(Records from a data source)
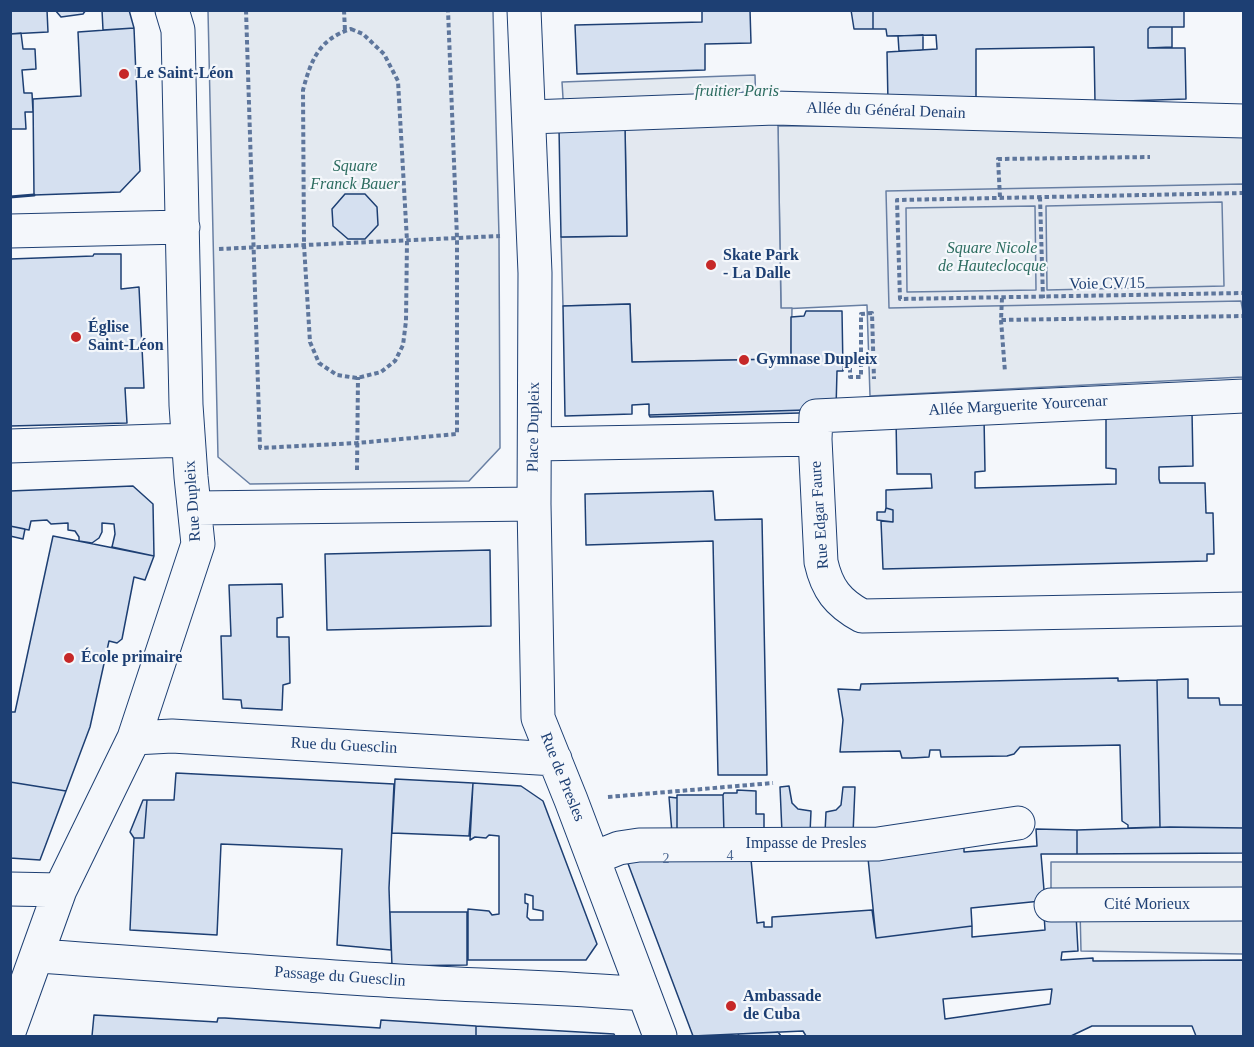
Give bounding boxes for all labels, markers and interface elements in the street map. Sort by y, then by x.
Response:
place label: Le Saint-Léon [136,64,233,84]
marker: Le Saint-Léon [117,67,131,81]
park label: fruitier Paris [695,82,779,102]
street label: Allée du Général Denain [806,99,966,123]
park label: Square Franck Bauer [310,157,400,195]
park label: Square Nicole de Hauteclocque [938,239,1046,277]
place label: Skate Park - La Dalle [723,246,799,284]
marker: Skate Park - La Dalle [704,258,718,272]
street label: Voie CV/15 [1069,274,1145,294]
place label: Église Saint-Léon [88,318,164,356]
marker: Église Saint-Léon [69,330,83,344]
place label: Gymnase Dupleix [756,350,877,370]
marker: Gymnase Dupleix [737,353,751,367]
street label: Place Dupleix [524,382,544,472]
street label: Allée Marguerite Yourcenar [928,392,1108,420]
street label: Rue Dupleix [181,460,205,542]
street label: Rue Edgar Faure [807,460,833,570]
place label: École primaire [81,648,182,668]
marker: École primaire [62,651,76,665]
street label: Rue de Presles [535,730,589,824]
street label: Rue du Guesclin [290,734,398,758]
street label: Impasse de Presles [746,834,866,854]
house number: 4 [726,848,734,864]
house number: 2 [662,851,670,867]
street label: Cité Morieux [1104,895,1190,915]
street label: Passage du Guesclin [274,963,406,991]
place label: Ambassade de Cuba [743,987,821,1025]
marker: Ambassade de Cuba [724,999,738,1013]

**PROBLEM REQUIREMENTS:**
Output every entry verbatim. Pictures do not belong in the copy.

**YOUR RESPONSE:**
Give bounding boxes for all labels, markers and interface elements in the street map. Sort by y, then by x.
Response:
place label: Le Saint-Léon [136,64,233,84]
marker: Le Saint-Léon [117,67,131,81]
park label: fruitier Paris [695,82,779,102]
street label: Allée du Général Denain [806,99,966,123]
park label: Square Franck Bauer [310,157,400,195]
park label: Square Nicole de Hauteclocque [938,239,1046,277]
place label: Skate Park - La Dalle [723,246,799,284]
marker: Skate Park - La Dalle [704,258,718,272]
street label: Voie CV/15 [1069,274,1145,294]
place label: Église Saint-Léon [88,318,164,356]
marker: Église Saint-Léon [69,330,83,344]
place label: Gymnase Dupleix [756,350,877,370]
marker: Gymnase Dupleix [737,353,751,367]
street label: Place Dupleix [524,382,544,472]
street label: Allée Marguerite Yourcenar [928,392,1108,420]
street label: Rue Dupleix [181,460,205,542]
street label: Rue Edgar Faure [807,460,833,570]
place label: École primaire [81,648,182,668]
marker: École primaire [62,651,76,665]
street label: Rue de Presles [535,730,589,824]
street label: Rue du Guesclin [290,734,398,758]
street label: Impasse de Presles [746,834,866,854]
house number: 4 [726,848,734,864]
house number: 2 [662,851,670,867]
street label: Cité Morieux [1104,895,1190,915]
street label: Passage du Guesclin [274,963,406,991]
place label: Ambassade de Cuba [743,987,821,1025]
marker: Ambassade de Cuba [724,999,738,1013]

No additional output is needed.